[Opening INFORMATION PROVIDED section]
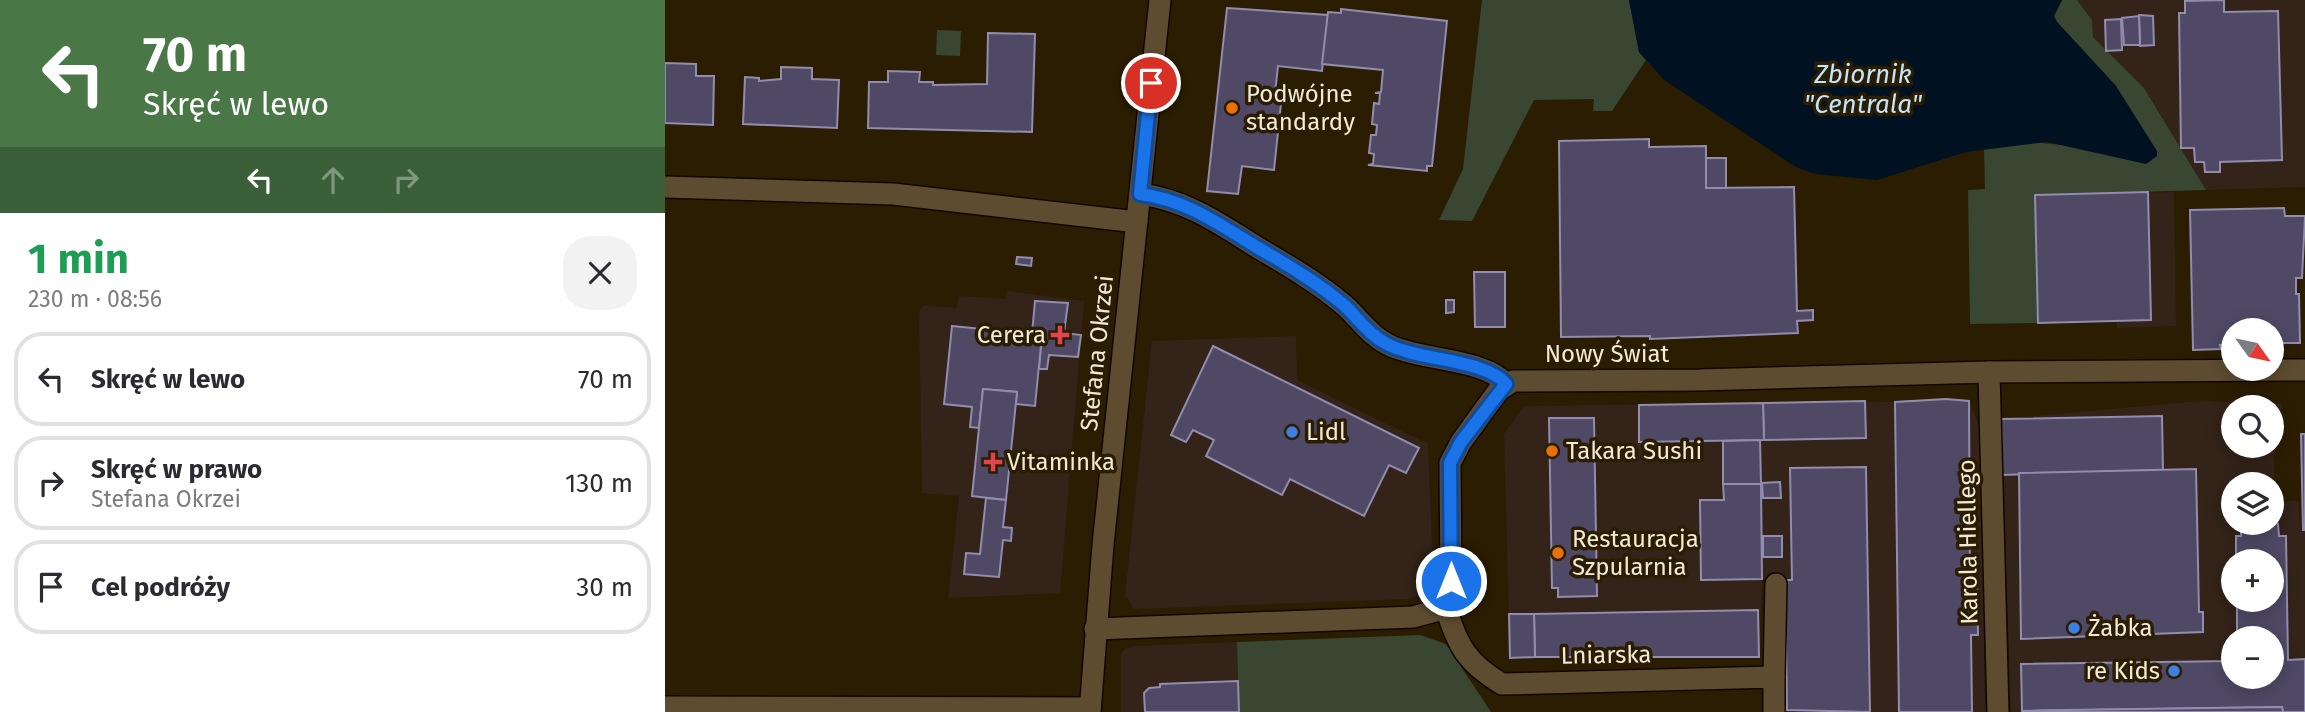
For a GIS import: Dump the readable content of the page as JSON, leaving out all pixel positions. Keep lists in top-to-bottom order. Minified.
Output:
{"streets":{"street":["Stefana Okrzei","Nowy Świat","Karola Hiellego","Lniarska"]},"crossings":[["Nowy Świat","Karola Hiellego"]],"water":["Zbiornik \"Centrala\""],"places":{"other":["Podwójne standardy","Lidl","Takara Sushi","Restauracja Szpularnia","Żabka","re Kids"],"health":["Cerera","Vitaminka"]},"north":"bottom right","page":{"turn":["70 m","Skręć w lewo"],"heading":["1 min","230 m · 08:56"],"map_buttons":["+","−"],"list":[{"name":"Skręć w lewo","value":"70 m"},{"name":"Skręć w prawo","note":"Stefana Okrzei","value":"130 m"},{"name":"Cel podróży","value":"30 m"}]}}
[Closing INFORMATION PROVIDED section]
All of the listing above must be output exactly, except for its pictures.

For a GIS import: Dump the readable content of the page as JSON, leaving out all pixel positions. Keep lists in top-to-bottom order. Minified.
Output:
{"streets":{"street":["Stefana Okrzei","Nowy Świat","Karola Hiellego","Lniarska"]},"crossings":[["Nowy Świat","Karola Hiellego"]],"water":["Zbiornik \"Centrala\""],"places":{"other":["Podwójne standardy","Lidl","Takara Sushi","Restauracja Szpularnia","Żabka","re Kids"],"health":["Cerera","Vitaminka"]},"north":"bottom right","page":{"turn":["70 m","Skręć w lewo"],"heading":["1 min","230 m · 08:56"],"map_buttons":["+","−"],"list":[{"name":"Skręć w lewo","value":"70 m"},{"name":"Skręć w prawo","note":"Stefana Okrzei","value":"130 m"},{"name":"Cel podróży","value":"30 m"}]}}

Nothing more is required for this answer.